While the White House is pushing for a bipartisan vote to raise the debt ceiling, Senate Minority Leader Mitch McConnell has said the responsibility to do so rests solely with Democrats, who control the presidency and both chambers of Congress.
To avert a debt crisis without the GOP, the Kentucky Republican has suggested Democrats include a provision to suspend the debt ceiling in a sweeping $3.5 trillion social spending package that is being crafted by Congress.
Democratic leaders have balked at McConnell's suggestion, and Pelosi and Schumer said Monday that addressing the debt limit is a responsibility shared by members of both parties.
"Addressing the debt limit is about meeting obligations the government has already made, like the bipartisan emergency COVID relief legislation from December as well as vital payments to Social Security recipients and our veterans," they said. "Furthermore, as the administration warned last week, a reckless Republican-forced default could plunge the country into a recession."
But McConnell reiterated his opposition to backing any legislation that includes a debt ceiling suspension, saying on the Senate floor that Democrats "will not get Senate Republicans' help with raising the debt limit."
$1 trillion bipartisan infrastructure bill
When the House voted in August to approve a budget blueprint that begins the process Democrats are using to pass their $3.5 trillion spending package, it also advanced the $1 trillion bipartisan infrastructure bill negotiated by a group of senators and the White House.
The House vote came after wrangling between Pelosi and a group of moderate Democrats who threatened to oppose the budget framework if the lower chamber didn't vote on the narrow infrastructure bill first.
To mollify the moderate Democrats, Pelosi pledged to bring the infrastructure plan, which funds improvements to the nation's physical infrastructure, to the House floor for a vote by September 27.
But it remains to be seen whether Pelosi will follow through with the pledge, as the House is still working to put together the broader $3.5 trillion package. Further complicating the path forward in the House is a warning from progressive Democrats that they will only vote for the infrastructure bill after passing the larger plan, which isn't yet finished.

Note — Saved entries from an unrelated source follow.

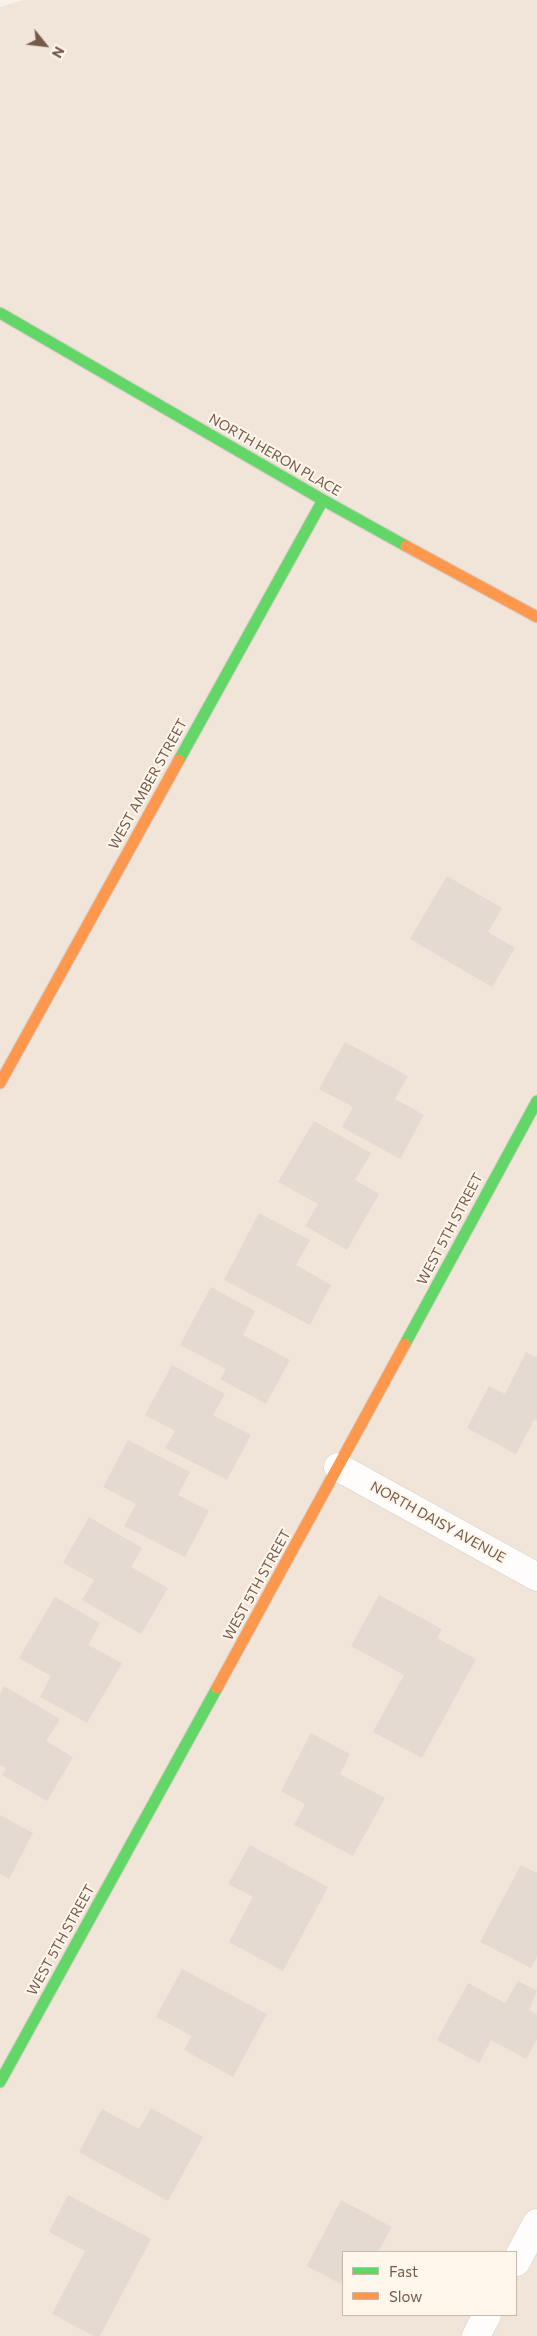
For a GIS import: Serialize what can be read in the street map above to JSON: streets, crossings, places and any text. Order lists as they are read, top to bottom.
{
  "streets": {
    "street": [
      "NORTH HERON PLACE",
      "WEST AMBER STREET",
      "WEST 5TH STREET",
      "NORTH DAISY AVENUE"
    ]
  },
  "crossings": [
    ["NORTH HERON PLACE", "WEST AMBER STREET"],
    ["WEST 5TH STREET", "NORTH DAISY AVENUE"]
  ],
  "legend": ["Fast", "Slow"],
  "north": "bottom right"
}
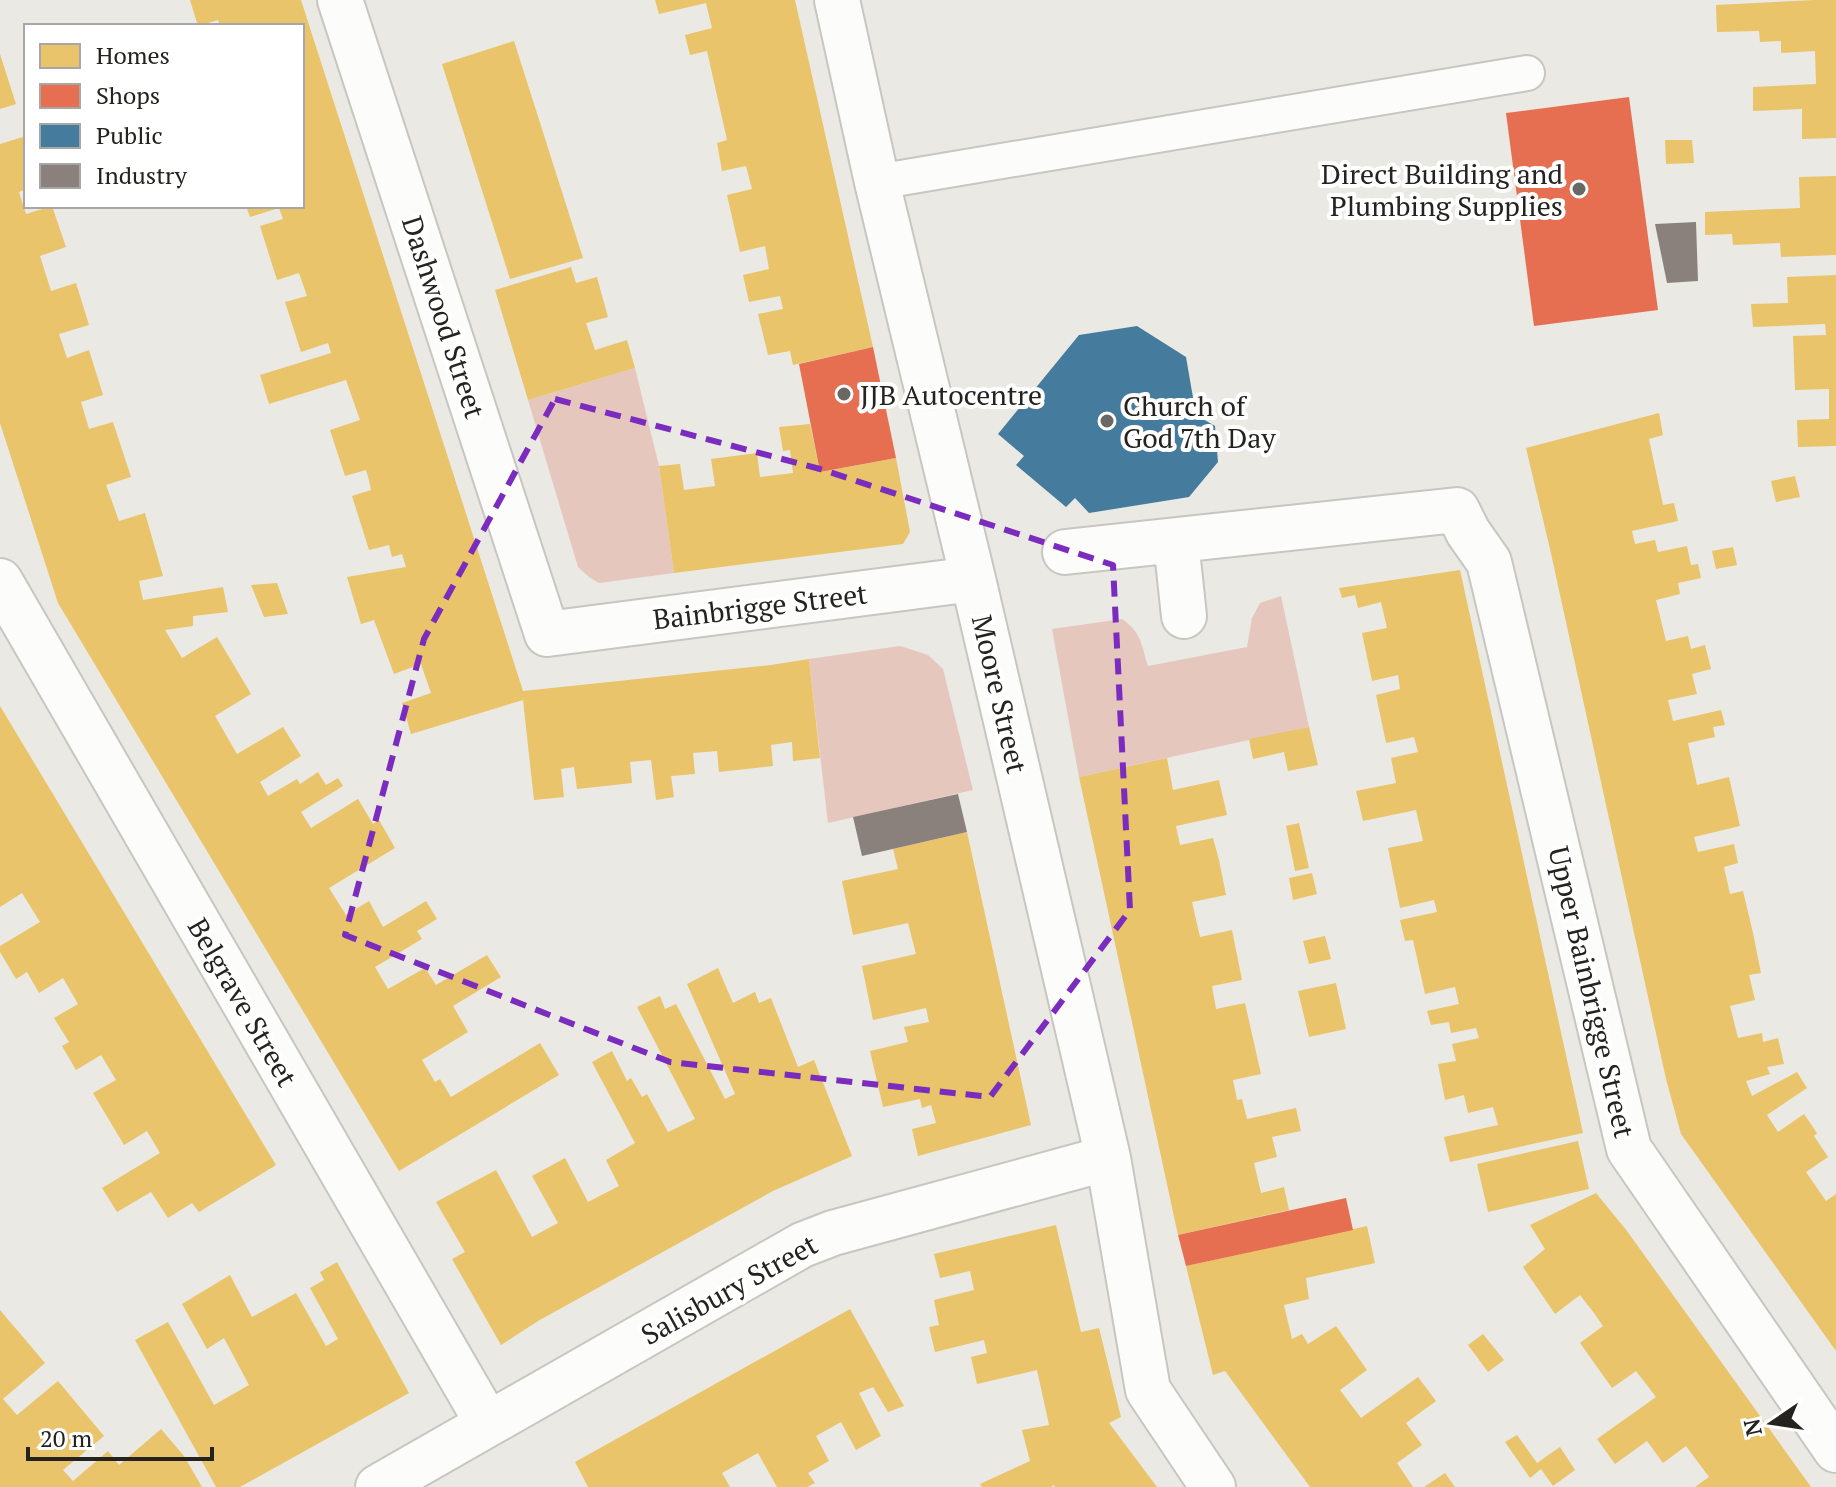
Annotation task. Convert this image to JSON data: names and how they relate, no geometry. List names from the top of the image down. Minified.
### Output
{"streets":{"street":["Dashwood Street","Bainbrigge Street","Moore Street","Upper Bainbrigge Street","Belgrave Street","Salisbury Street"]},"crossings":[["Dashwood Street","Bainbrigge Street"],["Bainbrigge Street","Moore Street"],["Moore Street","Salisbury Street"],["Belgrave Street","Salisbury Street"]],"places":["Direct Building and Plumbing Supplies","JJB Autocentre","Church of God 7th Day"],"legend":["Homes","Shops","Public","Industry"],"scale_bar":"20 m","north":"left"}
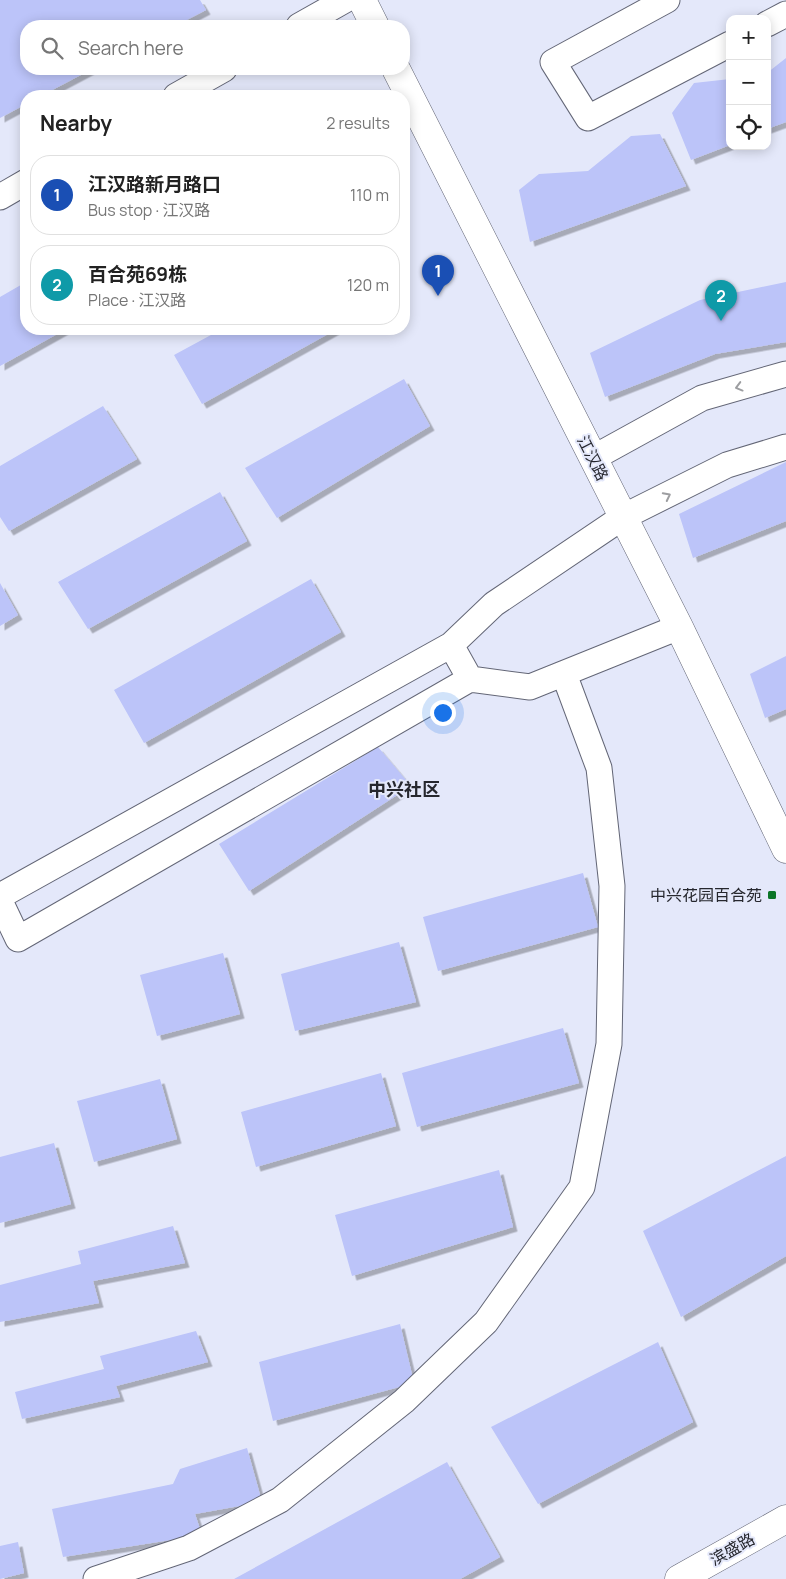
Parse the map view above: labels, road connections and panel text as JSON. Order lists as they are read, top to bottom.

$3.5 trillion social spending package
While Democrats don't have date for approving their wide-ranging spending package set in stone, progressive Democrats have threatened to tank the $1 trillion bipartisan infrastructure bill if it's taken up before the $3.5 trillion legislation, which will likely be scaled back in the Senate.
House committees last week completed work crafting their respective portions of the package, and the legislation now heads to the House Budget Committee.
The package includes Democrats' plans for universal pre-K, child and elder care, combating climate change and expanding Medicare, but there is an internal party dispute over the size of the measure.
Democratic Senators Joe Manchin of West Virginia and Kyrsten Sinema of Arizona oppose the $3.5 trillion price tag, while Senate Budget Committee Chairman Bernie Sanders of Vermont said Sunday on "Face the Nation" that figure was the result of an agreement between a group of Senate Democrats and would not be trimmed.
Democrats are using a tool called budget reconciliation to fast-track the package, which allows it to clear the Senate with a simple majority. But opposition from Manchin or Sinema would kill the measure.
Its passage, as well as that of the $1 trillion bipartisan infrastructure bill, would be a massive victory for Mr. Biden and Democrats, as the two pieces of legislation make up significant portions of his domestic policy agenda and include policies long pushed by Democrats.